Sostener que el oficialismo no puede ponerle coto a la inflación es indistinto a decir que estará condenado, en un año electoral, a convalidar las presiones salariales de las bases o a perder su apoyo. El espectro que comienza a dibujarse en el empíreo político no resulta el de una hiperinflación agazapada. El escenario que se avecina es la falta de orden público unido a la inflación y las tensiones y demandas que habrá de generar en el corto plazo.

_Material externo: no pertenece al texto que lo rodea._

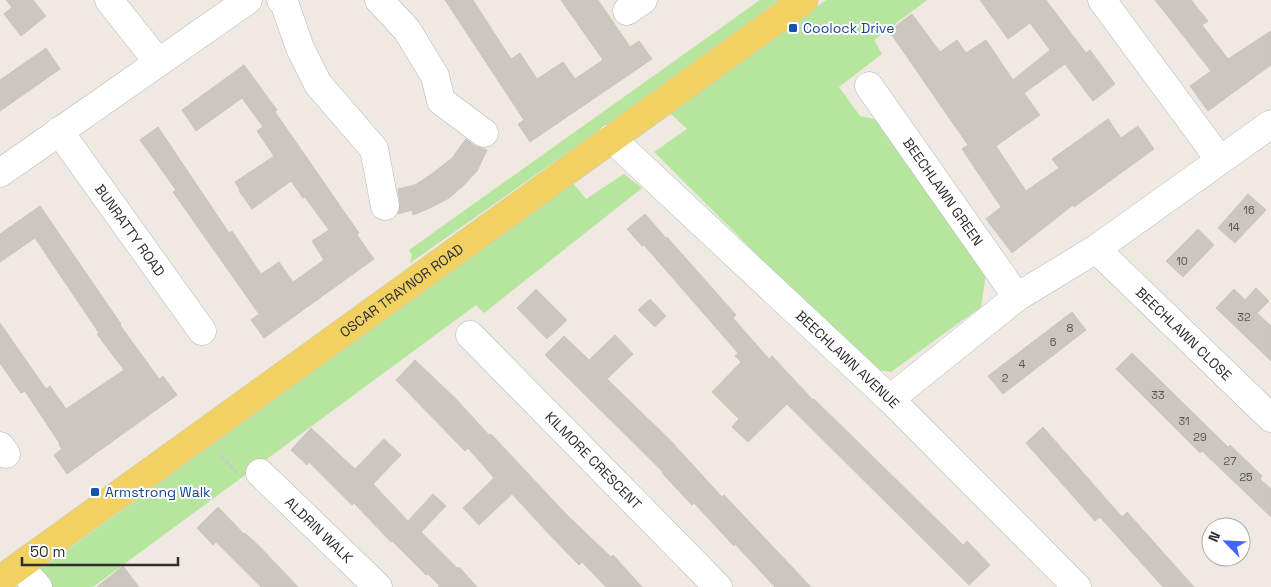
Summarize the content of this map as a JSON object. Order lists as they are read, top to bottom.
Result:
{
  "streets": {
    "main road": ["OSCAR TRAYNOR ROAD"],
    "street": [
      "BEECHLAWN GREEN",
      "BUNRATTY ROAD",
      "BEECHLAWN CLOSE",
      "BEECHLAWN AVENUE",
      "KILMORE CRESCENT",
      "ALDRIN WALK"
    ]
  },
  "crossings": [
    ["OSCAR TRAYNOR ROAD", "BEECHLAWN AVENUE"]
  ],
  "places": {
    "transit": ["Coolock Drive", "Armstrong Walk"]
  },
  "house_numbers": [
    "16",
    "14",
    "10",
    "32",
    "8",
    "6",
    "4",
    "2",
    "33",
    "31",
    "29",
    "27",
    "25"
  ],
  "scale_bar": "50 m",
  "north": "top left"
}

Sumados estos factores, plantean la incógnita de cuán preparada está Cristina Fernández para salirles al cruce. Porque no estamos en la antesala de una crisis. La crisis ya estalló. De lo contrario habría que creer que la seguidilla de conflictos que vienen sucediéndose -principalmente en Capital Federal- son pura casualidad o fruto de una serie de complots cruzados.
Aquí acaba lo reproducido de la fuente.